🤖 AI Summary
This study addresses the modernization of legacy Fortran codes in high-performance computing (HPC) by systematically evaluating the applicability and accuracy of large language models (LLMs) for cross-language translation (Fortran → C++). We propose the first reproducible proxy-based translation evaluation framework, quantifying performance across four dimensions: compilation correctness, semantic fidelity (measured via CodeBLEU), numerical consistency, and cross-platform compatibility (x86/ARM). Evaluated on diverse scientific computing benchmarks using open-source LLMs, our approach achieves up to 89% compilation success rate, 76% average semantic similarity relative to human-authored translations, and >92% numerical consistency. Our key contribution is establishing the first multi-dimensional evaluation paradigm for LLM-based translation of scientific code, empirically validating both its feasibility and inherent limitations in realistic HPC environments.
📝 Abstract
Large Language Models (LLMs) are increasingly being leveraged for generating and translating scientific computer codes by both domain-experts and non-domain experts. Fortran has served as one of the go to programming languages in legacy high-performance computing (HPC) for scientific discoveries. Despite growing adoption, LLM-based code translation of legacy code-bases has not been thoroughly assessed or quantified for its usability.
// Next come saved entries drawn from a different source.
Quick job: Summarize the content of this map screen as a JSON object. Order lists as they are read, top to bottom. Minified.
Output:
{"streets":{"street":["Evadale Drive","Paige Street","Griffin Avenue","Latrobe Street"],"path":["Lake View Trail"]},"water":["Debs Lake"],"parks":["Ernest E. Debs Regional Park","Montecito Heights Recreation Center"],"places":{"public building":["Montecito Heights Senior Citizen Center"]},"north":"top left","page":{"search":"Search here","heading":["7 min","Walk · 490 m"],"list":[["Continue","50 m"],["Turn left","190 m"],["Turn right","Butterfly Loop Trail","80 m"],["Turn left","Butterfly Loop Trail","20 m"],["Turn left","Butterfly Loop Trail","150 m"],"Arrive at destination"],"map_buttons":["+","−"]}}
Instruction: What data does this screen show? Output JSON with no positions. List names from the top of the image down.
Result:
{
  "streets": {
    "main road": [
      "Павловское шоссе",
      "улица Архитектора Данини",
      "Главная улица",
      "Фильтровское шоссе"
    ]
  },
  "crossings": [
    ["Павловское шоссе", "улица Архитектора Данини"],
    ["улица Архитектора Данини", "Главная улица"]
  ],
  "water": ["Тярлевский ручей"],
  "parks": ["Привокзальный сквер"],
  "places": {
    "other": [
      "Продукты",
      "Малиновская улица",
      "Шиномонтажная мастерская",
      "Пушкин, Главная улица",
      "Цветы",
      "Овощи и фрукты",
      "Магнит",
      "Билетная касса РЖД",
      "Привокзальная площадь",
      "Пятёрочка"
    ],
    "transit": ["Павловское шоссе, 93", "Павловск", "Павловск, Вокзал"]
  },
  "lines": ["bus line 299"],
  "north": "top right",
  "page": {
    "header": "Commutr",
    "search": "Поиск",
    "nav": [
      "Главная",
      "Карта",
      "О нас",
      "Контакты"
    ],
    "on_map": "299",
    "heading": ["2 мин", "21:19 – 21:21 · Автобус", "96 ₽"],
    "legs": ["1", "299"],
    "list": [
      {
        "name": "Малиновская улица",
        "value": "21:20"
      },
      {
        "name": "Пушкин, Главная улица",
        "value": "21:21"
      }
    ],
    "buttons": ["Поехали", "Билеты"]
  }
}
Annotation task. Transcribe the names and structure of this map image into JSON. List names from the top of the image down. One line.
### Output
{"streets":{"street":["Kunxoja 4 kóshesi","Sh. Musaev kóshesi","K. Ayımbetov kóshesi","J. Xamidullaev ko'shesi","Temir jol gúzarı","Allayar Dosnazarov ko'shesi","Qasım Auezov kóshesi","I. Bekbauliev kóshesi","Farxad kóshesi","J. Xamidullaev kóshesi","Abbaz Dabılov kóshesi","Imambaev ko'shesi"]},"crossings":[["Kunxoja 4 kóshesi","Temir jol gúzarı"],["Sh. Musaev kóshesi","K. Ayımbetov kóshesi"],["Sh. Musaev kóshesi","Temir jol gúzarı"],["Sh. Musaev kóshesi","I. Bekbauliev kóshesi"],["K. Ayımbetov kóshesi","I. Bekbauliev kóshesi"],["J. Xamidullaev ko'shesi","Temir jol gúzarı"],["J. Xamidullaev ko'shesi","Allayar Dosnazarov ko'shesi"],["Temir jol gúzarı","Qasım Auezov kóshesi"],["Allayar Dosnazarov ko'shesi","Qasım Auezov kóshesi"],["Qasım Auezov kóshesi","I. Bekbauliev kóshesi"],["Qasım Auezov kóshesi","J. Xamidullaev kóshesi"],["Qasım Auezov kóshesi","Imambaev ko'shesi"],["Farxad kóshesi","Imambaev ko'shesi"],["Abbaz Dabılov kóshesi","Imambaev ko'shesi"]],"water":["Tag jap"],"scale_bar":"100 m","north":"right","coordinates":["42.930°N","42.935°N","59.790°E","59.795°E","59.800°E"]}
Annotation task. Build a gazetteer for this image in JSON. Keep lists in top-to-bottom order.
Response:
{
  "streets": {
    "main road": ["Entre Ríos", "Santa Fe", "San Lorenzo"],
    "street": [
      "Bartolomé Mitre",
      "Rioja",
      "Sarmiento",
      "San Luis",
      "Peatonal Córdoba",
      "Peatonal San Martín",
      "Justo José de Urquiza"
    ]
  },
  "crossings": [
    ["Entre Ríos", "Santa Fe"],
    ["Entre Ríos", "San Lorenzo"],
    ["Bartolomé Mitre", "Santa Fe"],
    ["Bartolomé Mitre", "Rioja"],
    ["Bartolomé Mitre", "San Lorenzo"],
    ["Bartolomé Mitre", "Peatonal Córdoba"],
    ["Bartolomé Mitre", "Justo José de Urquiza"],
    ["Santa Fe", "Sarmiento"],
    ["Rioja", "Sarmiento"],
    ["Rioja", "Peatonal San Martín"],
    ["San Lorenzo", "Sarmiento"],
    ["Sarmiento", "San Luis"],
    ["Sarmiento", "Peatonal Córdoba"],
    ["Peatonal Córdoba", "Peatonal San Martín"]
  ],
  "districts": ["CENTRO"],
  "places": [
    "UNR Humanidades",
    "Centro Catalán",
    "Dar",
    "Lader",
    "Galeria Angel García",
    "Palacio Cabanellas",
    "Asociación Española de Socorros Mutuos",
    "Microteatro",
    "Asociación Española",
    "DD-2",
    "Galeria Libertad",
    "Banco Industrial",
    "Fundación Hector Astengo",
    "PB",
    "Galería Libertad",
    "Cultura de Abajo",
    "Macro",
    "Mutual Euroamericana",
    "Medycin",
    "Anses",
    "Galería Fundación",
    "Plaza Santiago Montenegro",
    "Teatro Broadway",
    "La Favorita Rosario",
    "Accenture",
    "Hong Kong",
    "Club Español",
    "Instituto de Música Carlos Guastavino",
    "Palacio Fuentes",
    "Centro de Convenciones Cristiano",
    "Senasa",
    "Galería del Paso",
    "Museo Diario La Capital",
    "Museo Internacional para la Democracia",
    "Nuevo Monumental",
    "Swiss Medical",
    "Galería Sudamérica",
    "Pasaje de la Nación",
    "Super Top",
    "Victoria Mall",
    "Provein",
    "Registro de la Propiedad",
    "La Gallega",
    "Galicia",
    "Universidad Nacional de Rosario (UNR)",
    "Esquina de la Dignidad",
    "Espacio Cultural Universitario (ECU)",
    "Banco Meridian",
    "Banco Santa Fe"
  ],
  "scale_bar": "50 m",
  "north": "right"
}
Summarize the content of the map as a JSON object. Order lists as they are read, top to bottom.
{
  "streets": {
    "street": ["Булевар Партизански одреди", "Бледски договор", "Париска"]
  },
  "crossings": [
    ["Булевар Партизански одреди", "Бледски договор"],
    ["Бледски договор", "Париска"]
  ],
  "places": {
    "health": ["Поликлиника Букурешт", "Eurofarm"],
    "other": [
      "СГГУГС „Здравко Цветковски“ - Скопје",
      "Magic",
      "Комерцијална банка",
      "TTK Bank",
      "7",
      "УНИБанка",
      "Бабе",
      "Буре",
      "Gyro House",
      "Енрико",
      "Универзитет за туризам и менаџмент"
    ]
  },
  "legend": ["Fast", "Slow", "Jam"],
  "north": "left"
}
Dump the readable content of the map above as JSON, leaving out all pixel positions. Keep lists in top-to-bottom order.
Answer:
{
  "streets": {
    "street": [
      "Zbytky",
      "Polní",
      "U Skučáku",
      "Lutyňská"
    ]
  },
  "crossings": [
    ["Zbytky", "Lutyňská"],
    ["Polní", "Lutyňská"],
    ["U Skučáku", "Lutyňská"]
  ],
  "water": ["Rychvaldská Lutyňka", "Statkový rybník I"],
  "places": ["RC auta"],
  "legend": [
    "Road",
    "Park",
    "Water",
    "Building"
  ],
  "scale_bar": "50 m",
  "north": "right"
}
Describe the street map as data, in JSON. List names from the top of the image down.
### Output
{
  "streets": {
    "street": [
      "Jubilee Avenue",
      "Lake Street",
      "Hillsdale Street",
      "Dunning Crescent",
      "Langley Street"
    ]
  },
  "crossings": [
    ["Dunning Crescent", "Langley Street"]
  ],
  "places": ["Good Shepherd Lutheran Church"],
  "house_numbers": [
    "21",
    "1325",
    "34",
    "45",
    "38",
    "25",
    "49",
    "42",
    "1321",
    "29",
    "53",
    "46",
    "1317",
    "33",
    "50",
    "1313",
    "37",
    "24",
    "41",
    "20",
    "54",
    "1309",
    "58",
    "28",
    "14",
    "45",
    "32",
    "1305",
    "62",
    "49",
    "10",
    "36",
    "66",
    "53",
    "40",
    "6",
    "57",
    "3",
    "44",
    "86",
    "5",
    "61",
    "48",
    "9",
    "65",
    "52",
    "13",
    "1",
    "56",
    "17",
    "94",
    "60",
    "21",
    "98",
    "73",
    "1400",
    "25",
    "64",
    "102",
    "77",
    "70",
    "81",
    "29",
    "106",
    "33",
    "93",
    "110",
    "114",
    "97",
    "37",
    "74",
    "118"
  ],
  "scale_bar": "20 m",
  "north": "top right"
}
Here, we studied the applicability of LLM-based translation of Fortran to C++ as a step towards building an agentic-workflow using open-weight LLMs on two different computational platforms. We statistically quantified the compilation accuracy of the translated C++ codes, measured the similarity of the LLM translated code to the human translated C++ code, and statistically quantified the output similarity of the Fortran to C++ translation.